The impact of the lockdown on economic activity is painfully obvious and is creating even greater hardship on innocent victims suffering from this clampdown.
However, the crisis has revealed opportunities to improve the performance of businesses but this requires leaders to reconsider existing priorities and life after the pandemic.
The effects of the coronavirus are felt in almost all sectors of society, and many businesses have had to adapt in creative and surprising ways amid this imminent disaster.
Going back to business, as usual, is short-sighted.

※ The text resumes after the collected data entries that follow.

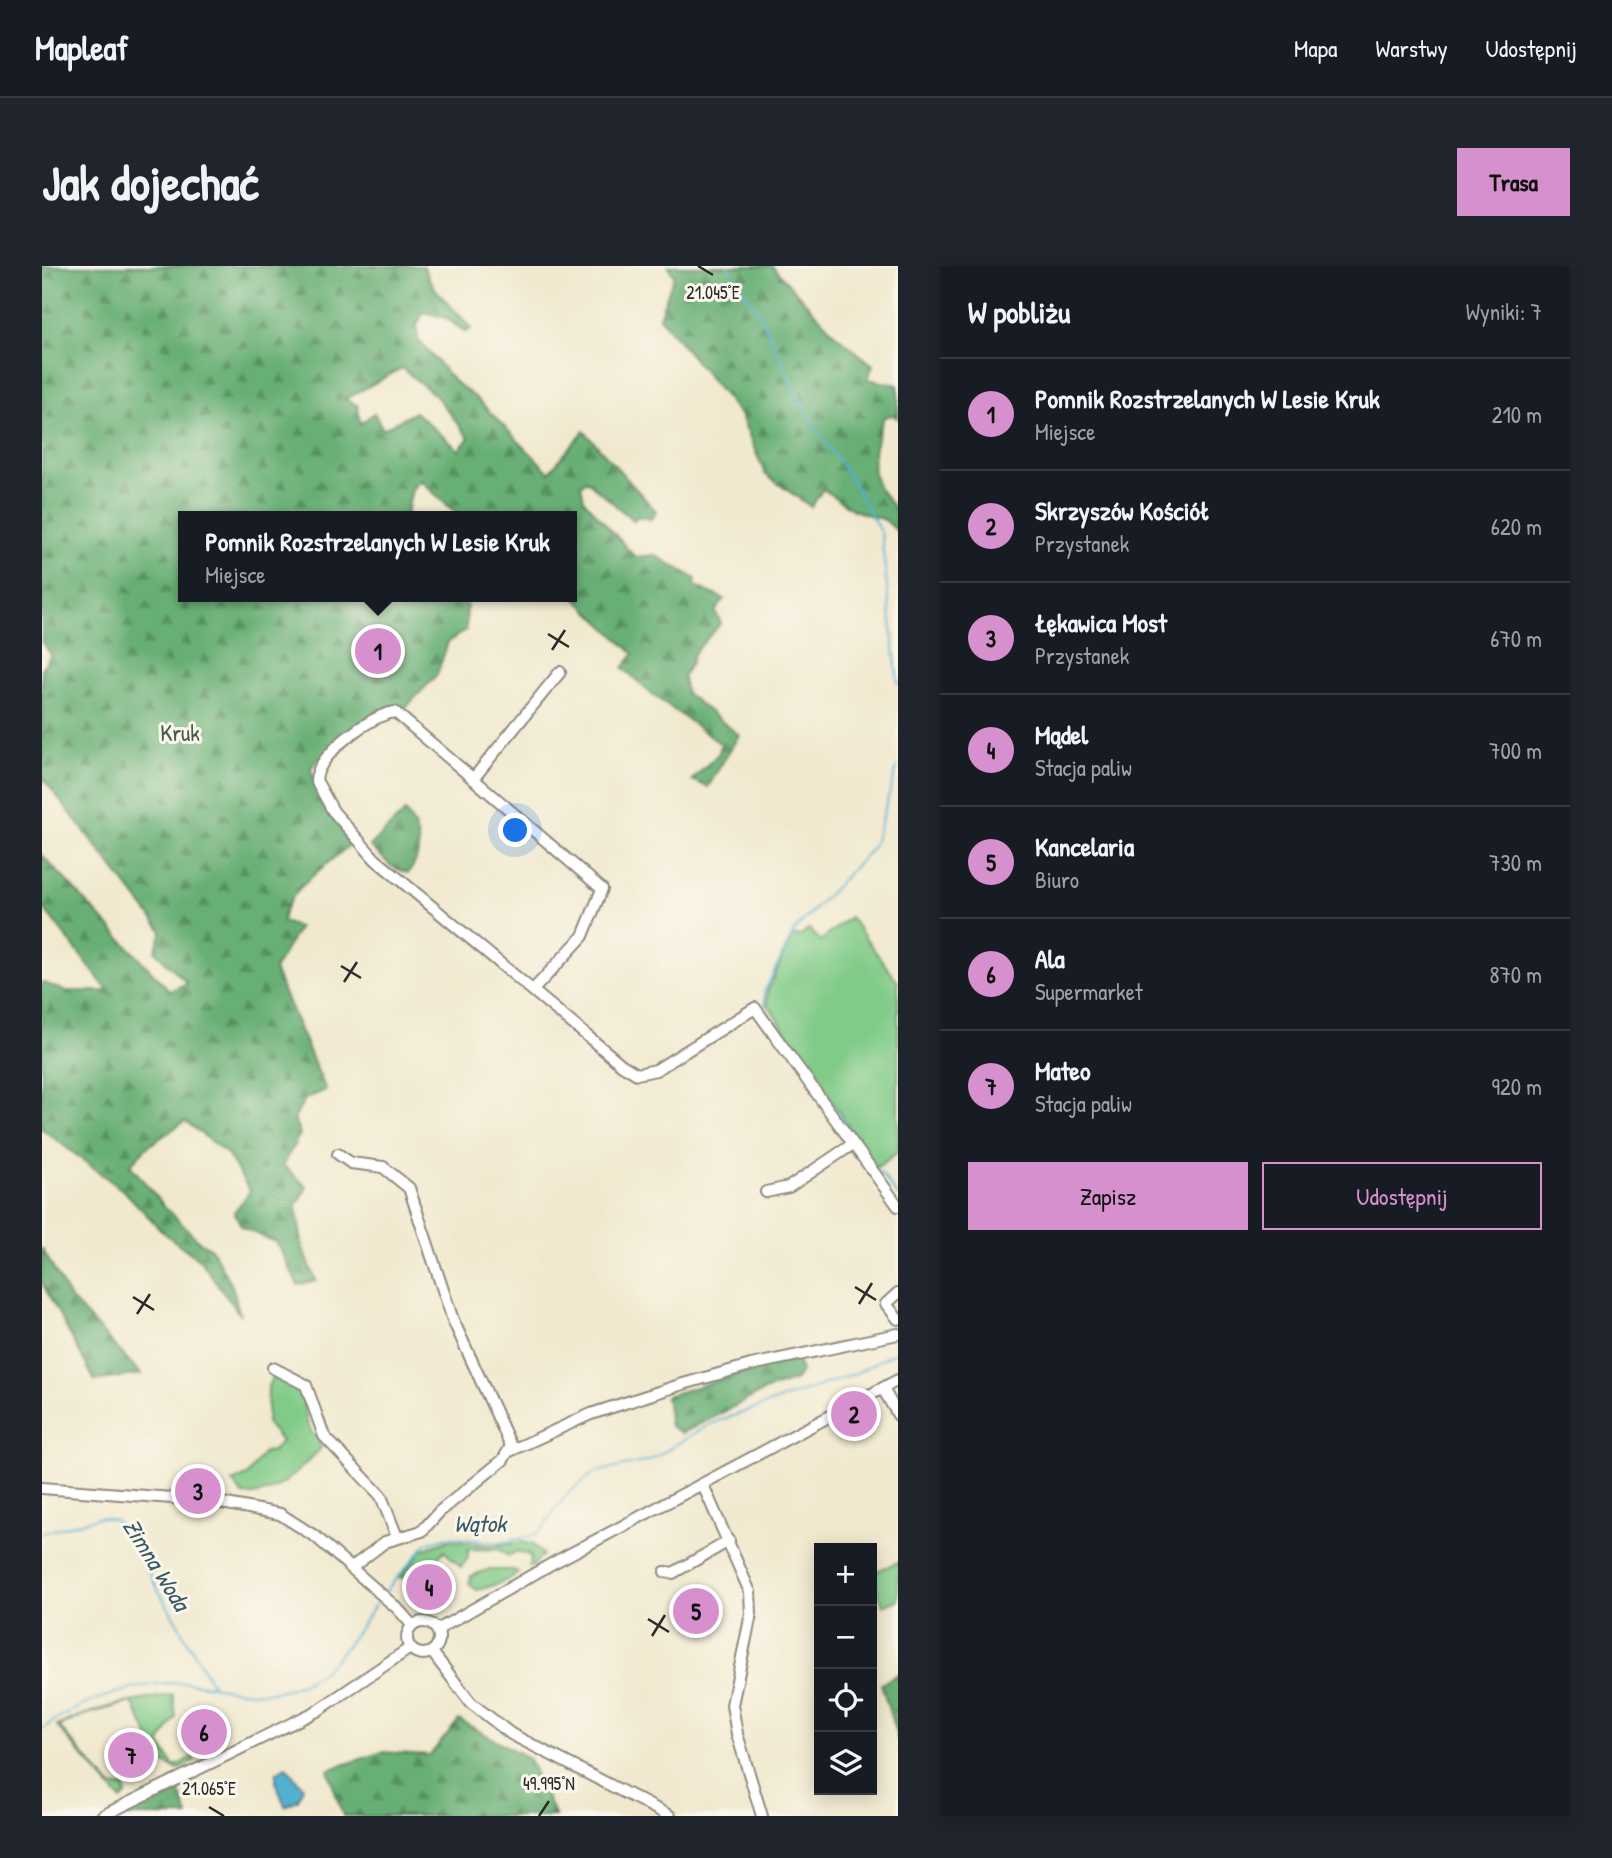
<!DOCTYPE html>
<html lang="pl">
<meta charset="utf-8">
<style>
:root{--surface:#171b24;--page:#20242c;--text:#f1f3f6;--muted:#9ea1a6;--line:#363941;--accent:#d690ce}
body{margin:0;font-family:"Patrick Hand",sans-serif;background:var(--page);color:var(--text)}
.controls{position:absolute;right:21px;bottom:21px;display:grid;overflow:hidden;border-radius:0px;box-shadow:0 4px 18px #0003}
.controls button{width:63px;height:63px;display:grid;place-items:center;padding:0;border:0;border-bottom:2px solid var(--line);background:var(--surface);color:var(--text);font:35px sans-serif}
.you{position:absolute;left:474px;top:565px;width:24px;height:24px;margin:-18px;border:5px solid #fff;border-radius:50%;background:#1a73e8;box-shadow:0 0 0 10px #1a73e833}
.badge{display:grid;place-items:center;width:46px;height:46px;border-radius:50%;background:var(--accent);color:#111;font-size:23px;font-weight:700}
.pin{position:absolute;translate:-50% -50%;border:4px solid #fff;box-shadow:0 2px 7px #0006}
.popup{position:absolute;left:136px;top:245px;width:399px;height:91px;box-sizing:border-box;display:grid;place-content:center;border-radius:0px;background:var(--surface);filter:drop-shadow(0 2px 5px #0005);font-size:23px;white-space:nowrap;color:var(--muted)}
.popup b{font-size:26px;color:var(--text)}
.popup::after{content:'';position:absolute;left:50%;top:100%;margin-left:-14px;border:14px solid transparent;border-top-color:var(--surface)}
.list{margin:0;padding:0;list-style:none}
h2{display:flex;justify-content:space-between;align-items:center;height:91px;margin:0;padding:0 28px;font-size:30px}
h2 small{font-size:23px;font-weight:400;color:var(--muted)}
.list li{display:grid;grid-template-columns:46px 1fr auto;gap:21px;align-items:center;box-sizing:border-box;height:112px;padding:0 28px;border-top:2px solid var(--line)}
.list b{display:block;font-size:26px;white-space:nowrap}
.list p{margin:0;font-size:23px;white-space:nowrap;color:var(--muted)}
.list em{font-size:23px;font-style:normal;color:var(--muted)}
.actions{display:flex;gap:14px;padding:21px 28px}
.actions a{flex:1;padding:16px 0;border:2px solid var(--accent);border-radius:0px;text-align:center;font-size:24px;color:var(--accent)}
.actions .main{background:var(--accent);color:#111}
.icon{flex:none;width:38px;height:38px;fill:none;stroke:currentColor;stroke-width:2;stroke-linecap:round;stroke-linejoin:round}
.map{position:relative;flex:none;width:856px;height:1550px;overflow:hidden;border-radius:0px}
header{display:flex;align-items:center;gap:42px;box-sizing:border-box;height:98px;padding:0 35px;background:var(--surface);border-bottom:2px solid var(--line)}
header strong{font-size:33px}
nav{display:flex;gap:38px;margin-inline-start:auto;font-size:24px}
.intro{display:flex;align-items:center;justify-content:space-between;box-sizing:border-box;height:168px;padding:0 42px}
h1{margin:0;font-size:49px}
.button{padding:18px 32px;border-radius:0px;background:var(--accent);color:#111;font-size:24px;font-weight:700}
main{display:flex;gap:42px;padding:0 42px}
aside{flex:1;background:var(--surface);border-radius:0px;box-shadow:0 4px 18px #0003}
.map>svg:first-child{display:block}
.grass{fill:#81cb88;stroke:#567b5a;stroke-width:2}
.forest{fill:url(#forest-firs);stroke:#4a6d50;stroke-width:2;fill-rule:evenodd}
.water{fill:#52b0d0;stroke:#3e6e7e;stroke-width:2}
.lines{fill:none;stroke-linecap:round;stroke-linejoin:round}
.stream{stroke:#52b0d0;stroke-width:2}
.minor-casing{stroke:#8e8a7d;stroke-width:14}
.minor{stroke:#fff;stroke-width:10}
.ticks{fill:none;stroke:#2b2b2b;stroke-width:2.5}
.labels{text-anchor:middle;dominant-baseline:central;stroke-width:6;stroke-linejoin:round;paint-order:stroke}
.park-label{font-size:23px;fill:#455b47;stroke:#fbf7ec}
.water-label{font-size:24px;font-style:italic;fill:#395a65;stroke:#fbf7ec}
.ticks-label{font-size:18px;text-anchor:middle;fill:#2b2b2b;stroke:#fbf7ec;stroke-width:6;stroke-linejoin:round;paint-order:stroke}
</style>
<header>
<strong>Mapleaf</strong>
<nav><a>Mapa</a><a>Warstwy</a><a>Udostępnij</a></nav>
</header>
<div class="intro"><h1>Jak dojechać</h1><a class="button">Trasa</a></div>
<main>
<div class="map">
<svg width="856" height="1550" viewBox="0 0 856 1550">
<defs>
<pattern id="forest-firs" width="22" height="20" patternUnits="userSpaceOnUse" patternTransform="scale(1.75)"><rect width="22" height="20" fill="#68af74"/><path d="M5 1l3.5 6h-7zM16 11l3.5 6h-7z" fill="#568f5f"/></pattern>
</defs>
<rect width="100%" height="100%" fill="#fbf7ec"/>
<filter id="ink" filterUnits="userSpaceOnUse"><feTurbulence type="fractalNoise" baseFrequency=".0143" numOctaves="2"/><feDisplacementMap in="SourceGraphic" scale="14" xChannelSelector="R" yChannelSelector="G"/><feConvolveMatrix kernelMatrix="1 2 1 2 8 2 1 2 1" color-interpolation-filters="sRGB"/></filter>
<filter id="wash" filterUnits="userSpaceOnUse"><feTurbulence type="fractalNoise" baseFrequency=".00686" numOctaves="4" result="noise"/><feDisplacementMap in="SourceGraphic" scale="28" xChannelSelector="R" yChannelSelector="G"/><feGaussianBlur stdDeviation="1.57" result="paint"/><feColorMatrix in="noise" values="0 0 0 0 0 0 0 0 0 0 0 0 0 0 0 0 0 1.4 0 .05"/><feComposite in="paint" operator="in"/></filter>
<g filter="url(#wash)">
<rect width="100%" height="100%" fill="#f1e9cf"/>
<path class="grass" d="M 808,651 L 856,716 L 856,886 L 834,902 L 725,737 L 725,726 L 750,670 L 759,670 L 767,663 L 778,675 Z
M 230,1111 C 273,1118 255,1134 268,1163 C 271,1171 278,1172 279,1182 C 259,1203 232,1233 201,1229 L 190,1216 L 205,1210 L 222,1186 L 231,1185 L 239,1175 L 225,1158 L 226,1121 Z
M 408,1274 L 452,1280 L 480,1276 L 490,1278 L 501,1289 L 490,1301 L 487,1300 L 489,1290 L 475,1285 L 466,1290 L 458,1284 L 426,1283 L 426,1292 L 419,1301 L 402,1285 L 378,1310 L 358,1312 L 380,1284 Z
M 856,1296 L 856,1334 L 841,1340 L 830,1307 Z
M 445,1304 L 472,1304 L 476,1307 C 467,1315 447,1321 435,1324 L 427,1318 L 429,1310 Z
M 131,1429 L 134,1451 L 118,1477 L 132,1501 L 150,1491 L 153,1495 L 136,1504 L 120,1496 L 90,1436 L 41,1449 L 17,1461 L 69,1520 L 83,1522 L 84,1529 L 79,1534 L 15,1460 C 53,1441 89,1435 131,1429 Z"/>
<path class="forest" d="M 0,0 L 382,0 C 388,25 414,42 429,63 L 423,66 L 404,52 L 381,46 L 375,60 L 376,74 L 414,117 L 433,131 L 507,206 L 542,165 L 614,245 L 609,253 L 594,251 L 592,255 L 544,214 L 539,219 L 542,234 L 593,291 L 613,289 L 654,313 L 653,320 L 682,333 L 673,346 L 679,357 L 651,388 L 649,397 L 641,410 L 644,427 L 697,469 L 666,521 L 650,514 L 677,487 L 679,478 L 607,426 L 581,402 L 592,388 L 530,329 L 530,250 L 417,250 L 378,214 L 370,223 L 364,250 L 142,250 L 142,331 L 415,331 L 425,340 L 424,364 L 406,376 L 395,409 L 363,442 L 321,455 L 269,501 L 272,515 L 307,579 C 285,600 243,625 240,656 L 257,661 L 232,704 L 284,824 L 263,833 L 252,853 L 258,868 L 241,899 L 265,921 L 254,941 L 261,982 L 274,1015 L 256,1019 L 235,977 L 200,961 L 192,946 L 208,925 L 185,888 L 143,855 L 105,881 L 88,899 L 124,942 L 159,977 L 170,983 L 191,1022 L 198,1049 L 158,994 L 123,968 L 83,926 L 0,863 L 0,716 L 23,725 L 66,725 L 0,640 L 0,589 L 128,725 L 145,717 L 113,685 L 120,665 L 0,511 L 0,403 L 9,388 L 0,377 ZM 360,102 L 393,129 L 427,172 L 417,184 L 373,146 L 341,163 L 332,147 L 318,158 L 316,140 L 303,133 Z
M 626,0 L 730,0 L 795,70 L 831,99 L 826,113 L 856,119 L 856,153 L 851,149 L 842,151 C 835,168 828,194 833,212 C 840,237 856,230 856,266 L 843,254 L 811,244 L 781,223 L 769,241 L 723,208 L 699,150 L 617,51 L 632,10 Z
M 363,546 C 379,565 382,588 366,607 L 350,601 L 328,580 Z
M 0,982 L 27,1031 L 99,1108 L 53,1115 L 0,1017 Z
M 754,1085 L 759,1106 L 754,1114 L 724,1124 L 640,1167 L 628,1160 L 624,1130 L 734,1097 Z
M 856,1408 L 856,1474 L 839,1418 Z
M 417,1454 L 486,1492 L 513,1550 L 301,1550 L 286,1504 L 340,1486 L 388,1489 Z
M 137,1523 L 146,1550 L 82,1550 Z"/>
<path class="water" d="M 244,1501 L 261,1521 L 256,1534 L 243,1540 L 234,1517 L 234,1507 Z"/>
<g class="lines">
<path class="stream" d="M 686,0 L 718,48 L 766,151 L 809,213 L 839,267 L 856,418
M 777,818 L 724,745 L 722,726 L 753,664 L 831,581 L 856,499
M 784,828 L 817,877
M 838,906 L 856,930
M 0,1267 L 58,1251 L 73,1254 L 88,1274 L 171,1420
M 343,1326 L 385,1277 L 406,1271 L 458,1277 L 489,1270 L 499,1264 L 526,1227 L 553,1206 L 607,1195 L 668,1158 L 812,1108 L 856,1085
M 0,1463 C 38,1435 98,1414 147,1417 C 193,1421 222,1438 267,1414 C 297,1397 318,1361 337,1333"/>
</g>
</g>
<g filter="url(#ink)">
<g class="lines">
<defs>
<path id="minor" d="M 431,513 L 518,406
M 491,724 L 541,670 L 560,623 L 353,446 C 328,449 275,489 274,514 L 291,545 L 333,593 L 580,799 L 595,808 L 614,804 L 713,742 L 856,940
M 296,888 L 309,897 L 341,901 L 367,922 L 411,1054 L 469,1180 L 461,1194 L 397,1246 L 380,1265 L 343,1276 L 309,1302
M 724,926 L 747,921 L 811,878
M 856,1027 L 844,1038 L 856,1053
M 231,1102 L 264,1119 L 282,1170 L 339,1230 L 355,1271
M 841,1123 L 856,1149
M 468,1185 L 549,1148 L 641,1118 L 709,1099 L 856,1068
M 661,1219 L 708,1326 L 709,1348 L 690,1439 L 695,1468 L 720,1550
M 0,1222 L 169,1235 L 238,1248 L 274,1271 L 356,1343 L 370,1359
M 623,1306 L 631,1307 L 687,1275
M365 1372a16 16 0 1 1 32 0a16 16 0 1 1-32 0Z
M 395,1364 L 511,1297 L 856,1114
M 390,1386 L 429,1437 L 469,1468 L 628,1550
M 60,1550 L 275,1445 L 368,1382"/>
</defs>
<use href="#minor" class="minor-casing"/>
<use href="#minor" class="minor"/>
</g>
</g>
<path class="ticks" d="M 656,0 L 671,9M 506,368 L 527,381M 510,384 L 523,364M 299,700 L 319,712M 302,716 L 315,696M 813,1021 L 834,1034M 91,1031 L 112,1044M 817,1038 L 830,1017M 95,1048 L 108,1028M 606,1353 L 627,1366M 610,1370 L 623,1349M 167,1541 L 182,1550M 497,1550 L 507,1535"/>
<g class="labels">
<g class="park-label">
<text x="138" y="466">Kruk</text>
</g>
<g class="water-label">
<text x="438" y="1257">Wątok</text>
<text transform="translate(115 1298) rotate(58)">Zimna Woda</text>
</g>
</g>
<g class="ticks-label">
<text x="671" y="33">21.045°E</text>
<text x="507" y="1524">49.995°N</text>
<text x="167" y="1529">21.065°E</text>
</g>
</svg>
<div class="controls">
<button>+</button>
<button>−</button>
<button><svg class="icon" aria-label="locate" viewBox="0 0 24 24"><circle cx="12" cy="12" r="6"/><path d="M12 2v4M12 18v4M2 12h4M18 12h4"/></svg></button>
<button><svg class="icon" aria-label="layers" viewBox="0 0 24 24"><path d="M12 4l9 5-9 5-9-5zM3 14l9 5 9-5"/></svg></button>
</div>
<div class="you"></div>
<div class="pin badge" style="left:336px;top:385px">1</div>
<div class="popup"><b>Pomnik Rozstrzelanych W Lesie Kruk</b>Miejsce</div>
<div class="pin badge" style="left:812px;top:1148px">2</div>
<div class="pin badge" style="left:156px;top:1225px">3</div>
<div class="pin badge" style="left:387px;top:1321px">4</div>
<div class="pin badge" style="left:654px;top:1345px">5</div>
<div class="pin badge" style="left:162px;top:1466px">6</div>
<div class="pin badge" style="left:89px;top:1489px">7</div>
</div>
<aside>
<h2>W pobliżu<small>Wyniki: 7</small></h2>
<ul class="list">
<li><span class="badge">1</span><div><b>Pomnik Rozstrzelanych W Lesie Kruk</b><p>Miejsce</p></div><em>210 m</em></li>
<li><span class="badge">2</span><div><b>Skrzyszów Kościół</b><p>Przystanek</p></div><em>620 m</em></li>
<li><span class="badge">3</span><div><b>Łękawica Most</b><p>Przystanek</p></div><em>670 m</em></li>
<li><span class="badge">4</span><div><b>Mądel</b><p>Stacja paliw</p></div><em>700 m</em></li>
<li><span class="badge">5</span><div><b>Kancelaria</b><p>Biuro</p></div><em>730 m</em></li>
<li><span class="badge">6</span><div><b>Ala</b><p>Supermarket</p></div><em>870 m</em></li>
<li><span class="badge">7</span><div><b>Mateo</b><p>Stacja paliw</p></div><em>920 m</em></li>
</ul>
<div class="actions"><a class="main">Zapisz</a><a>Udostępnij</a></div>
</aside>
</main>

Green and inclusive growth is no longer a nice catchphrase, but a necessity.
As the shock begins to upturn established industry structures, businesses are told to act on broader resilience plans in order to see some potential for faster recovery while the rest of the world struggles to manage this new sense of normalcy.
Adnan Abidi by Reuters
One difficult episode that this pandemic teaches us is the importance of collaborative solutions between open societies and an effective public government.
It is imperative to adopt a movement for collective activism if we want to move towards change for greater public action.
The best way to tackle future problems like a global health crisis is to give adequate attention to openness and transparency in information-sharing so that governments are supported in a coordinated way.
Ultimately, it is crucial that ordinary citizens feel entitled to have discussions about policies, engage in issues, and push for change.
Singapore NMP Walter Theseira added that citizens should be able to do so without joining or supporting a political party. Public participation plays an important role in achieving sustainable development.
Life Beyond Coronavirus
Some cities are returning to a world reimagined in the age of coronavirus, with social distancing, hygiene standards, and government restrictions infused into nearly every aspect of their lives – at least until a vaccine is found.
In the near future, leaders will need to make difficult decisions that balance economic and social sustainability and begin discussions about what the next normal could entail.
Much of the population today will experience uncertainty and financial stress, as new social customs and mandates shape the new normal for people who have spent weeks or months in isolation.
On to the Next Normal
As we continue to engender in the weeks and months ahead, we should feel compelled to reflect on this health crisis from both an economical and social order.
Albeit the betterment of public health and society, a substantial uplift to economic and social welfare might also provide an opportunity to navigate the path preceding the pandemic.
But policymaking is going to be a challenge when scientists are struggling to understand this new virus.
Many consequential decisions have been made within a very short period of time, with not a lot of data and information on hand. These are important decisions that impact people’s lives.
What will it take to navigate this crisis? Why hadn’t we acted earlier to prevent the outbreak? Why have we allowed such poor conditions to linger?
There are so many questions we can ask ourselves and our leaders as we ponder how we could’ve better handled the pandemic.
But for now, the focus is on the health of people. Eventually, there will come a time to look back properly and follow up on the lessons learned.